A combination of stronger economic growth, declining interest rates, and expectations that the economy will get even better pushed the U.S. stock markets to another set of record highs this week.
As fears of higher bond yields continue to fade, sectors that do well under lower interest rates took off this week. Commodities in general came back in favor and even the greatest laggard of all—gold—saw some fresh demand. That’s right, the precious metal I least favored at the beginning of the year actually came to life, although it has a long way to go before recapturing its former luster.
Oil, copper, silver, foods, platinum, and palladium and rare earths did well, as did large cap stocks led by technology. The drop in yields, especially the yield on the benchmark U.S. Treasury Ten-Year bond (The Ten), gave investors the confidence to commit to even more capital to sky-high equity markets. Two weeks ago, The Ten was trading at 1.76%. Today, it changes hands at a yield of 1.58%. That may not seem like much of a decline, but when you are talking about trillions of dollars of bonds, it is a nice piece of change–if you are on the right side of the trade.
The markets have been resilient, despite some of the news flow. The suspension of the Johnson & Johnson coronavirus vaccine, for example, set the market back a few points, but for less than a day, before regaining its stride. The increasing rate of Covid-19 cases didn’t seem to deter investors either.
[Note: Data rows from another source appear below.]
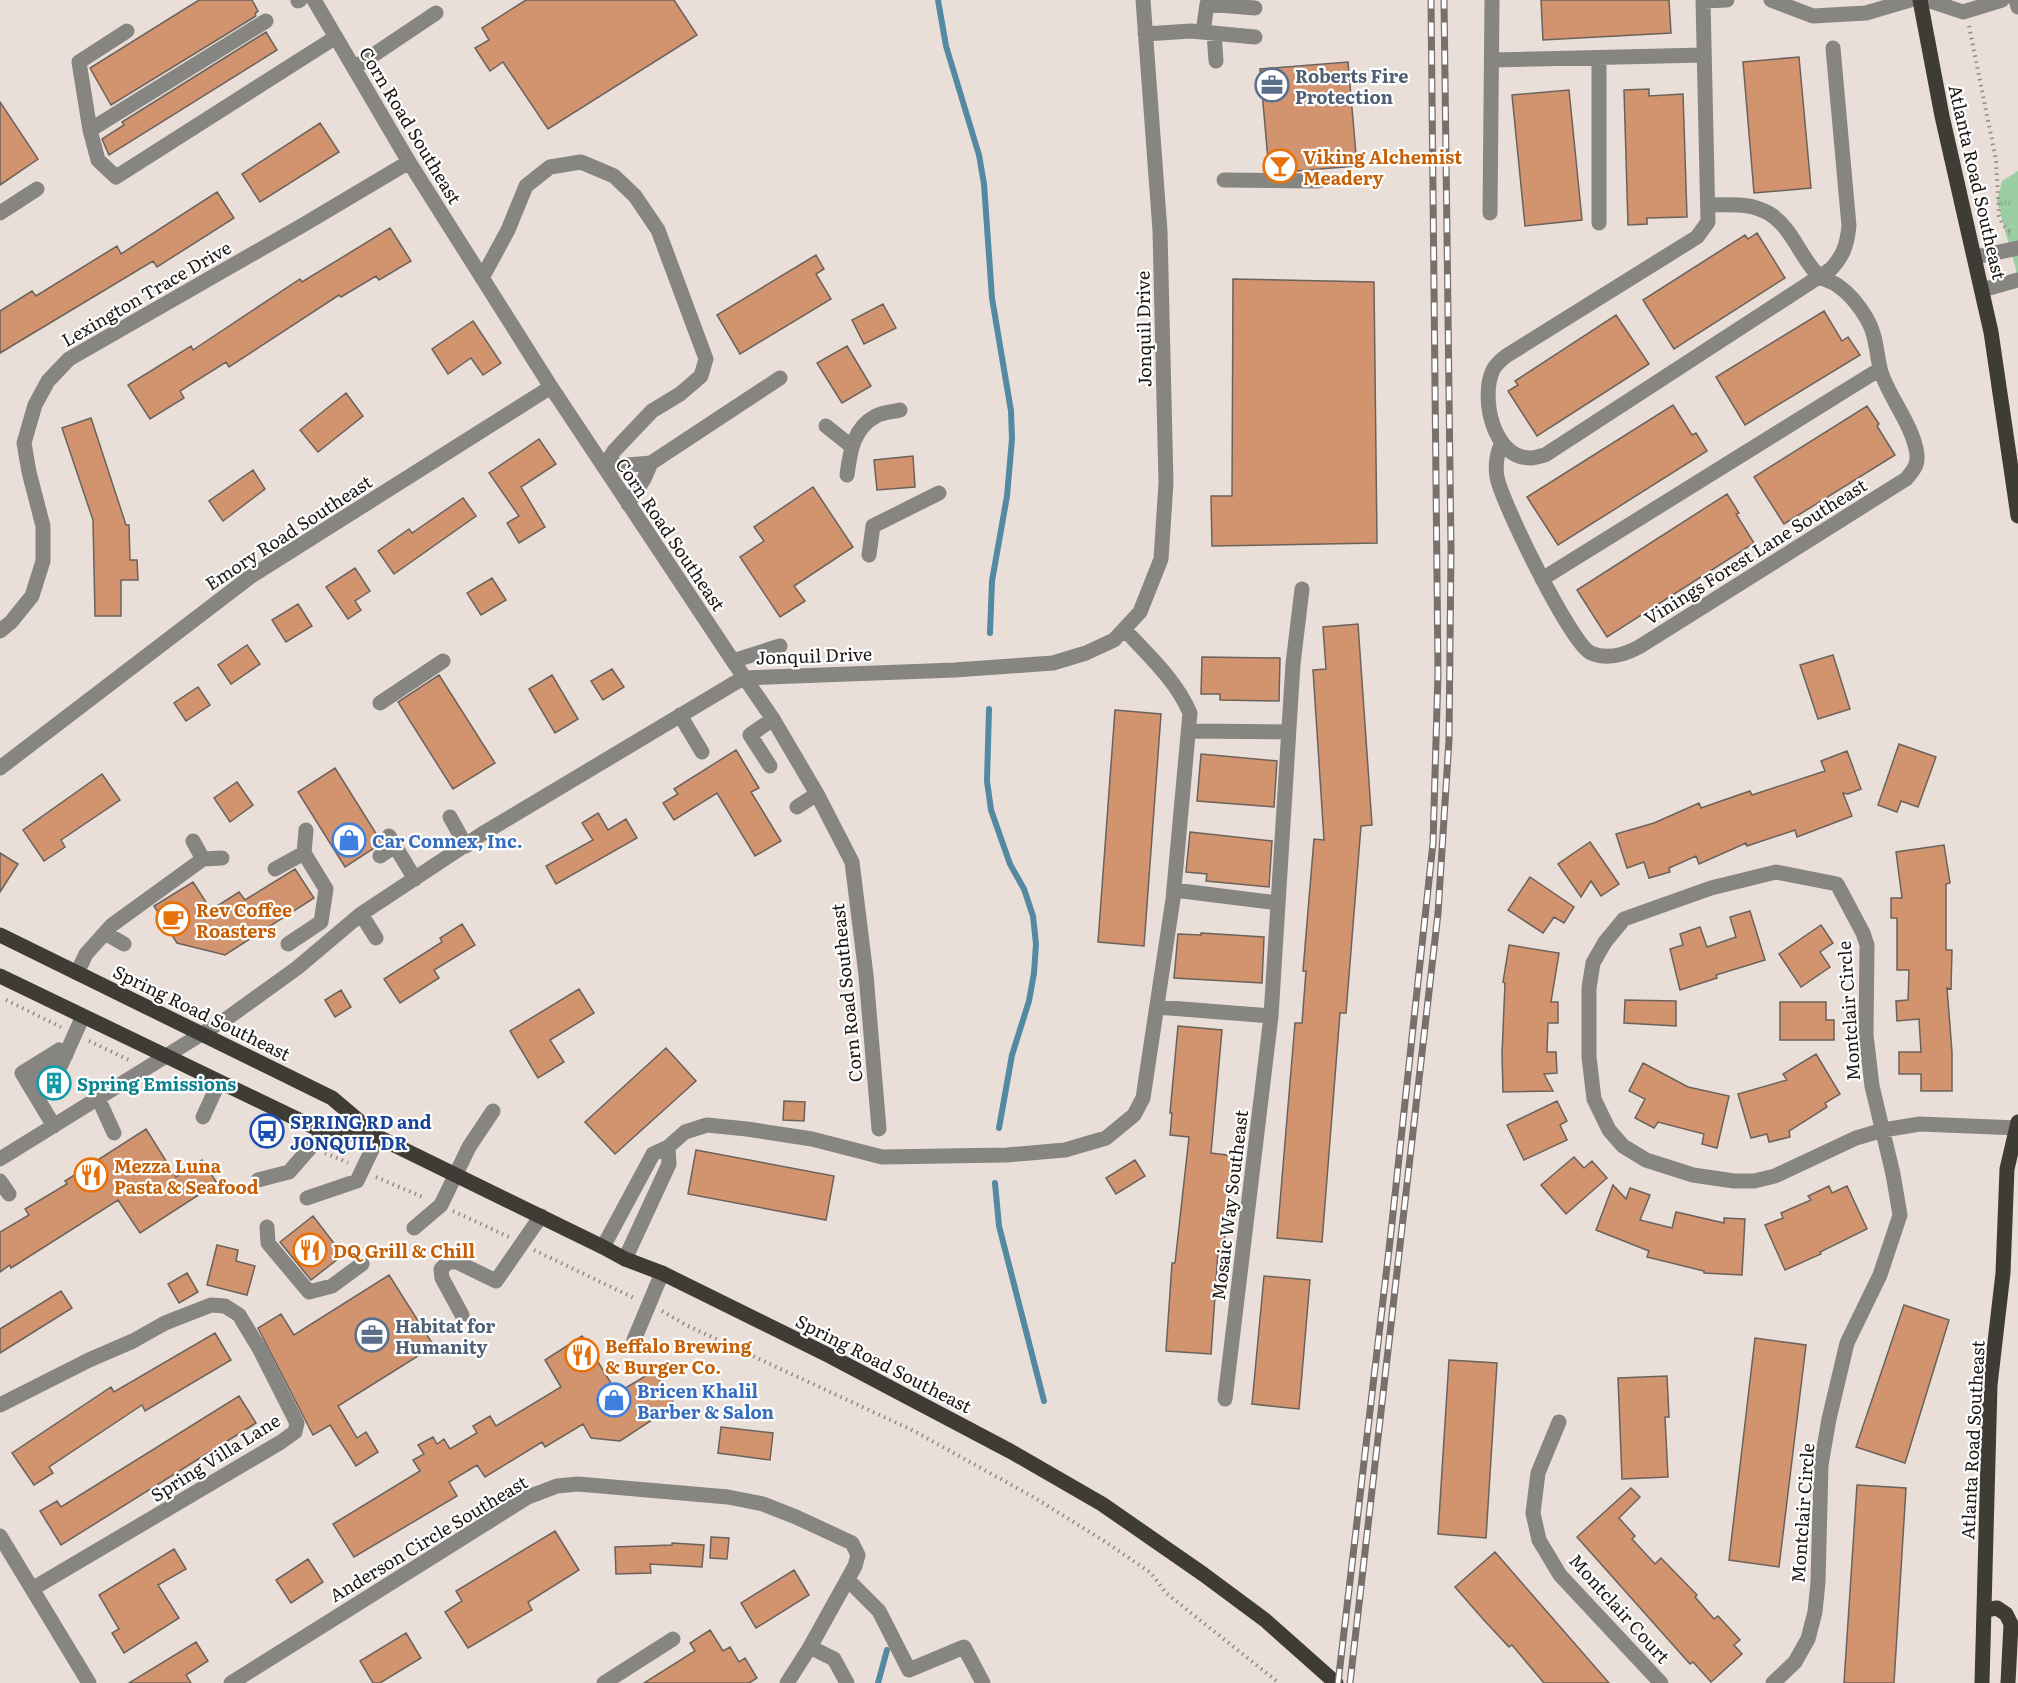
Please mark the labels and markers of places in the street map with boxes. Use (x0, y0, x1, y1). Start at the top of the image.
place label: Roberts Fire Protection (1295, 62, 1408, 110)
office icon: Roberts Fire Protection (1254, 67, 1290, 103)
place label: Viking Alchemist Meadery (1303, 143, 1462, 191)
bar icon: Viking Alchemist Meadery (1262, 148, 1298, 184)
shop icon: Car Connex, Inc. (331, 822, 367, 858)
place label: Car Connex, Inc. (372, 827, 523, 854)
place label: Rev Coffee Roasters (196, 896, 292, 944)
cafe icon: Rev Coffee Roasters (155, 901, 191, 937)
building icon: Spring Emissions (36, 1065, 72, 1101)
place label: Spring Emissions (77, 1070, 236, 1097)
place label: SPRING RD and JONQUIL DR (290, 1108, 432, 1156)
bus stop icon: SPRING RD and JONQUIL DR (249, 1113, 285, 1149)
place label: Mezza Luna Pasta & Seafood (114, 1152, 259, 1200)
restaurant icon: Mezza Luna Pasta & Seafood (73, 1157, 109, 1193)
restaurant icon: DQ Grill & Chill (292, 1232, 328, 1268)
place label: DQ Grill & Chill (333, 1237, 475, 1264)
place label: Habitat for Humanity (395, 1312, 496, 1360)
office icon: Habitat for Humanity (354, 1317, 390, 1353)
place label: Beffalo Brewing & Burger Co. (605, 1332, 753, 1380)
restaurant icon: Beffalo Brewing & Burger Co. (564, 1337, 600, 1373)
place label: Bricen Khalil Barber & Salon (637, 1377, 775, 1425)
shop icon: Bricen Khalil Barber & Salon (596, 1382, 632, 1418)

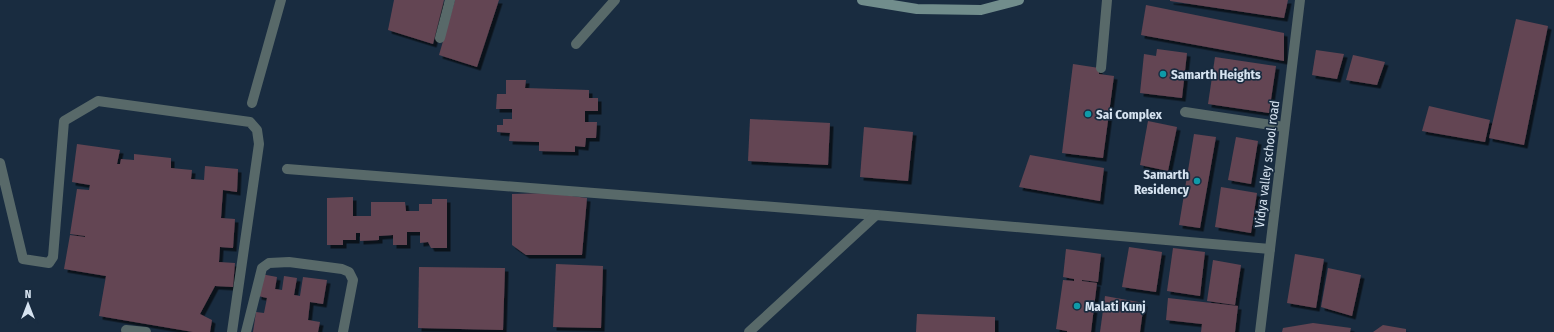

I believe that is largely because businesses continue to open despite the increase in cases.
On Thursday, the weekly jobless claims plunged to a fresh pandemic-era low, while month-over-month retail sales surged by 9.8%. The hard-hit food and drink services area, for example, was up 13.4%. Clothing store sales were even higher by 18.1%. The combination of government stimulus checks and the easing of social distancing standards were the main drivers behind these one-off gains.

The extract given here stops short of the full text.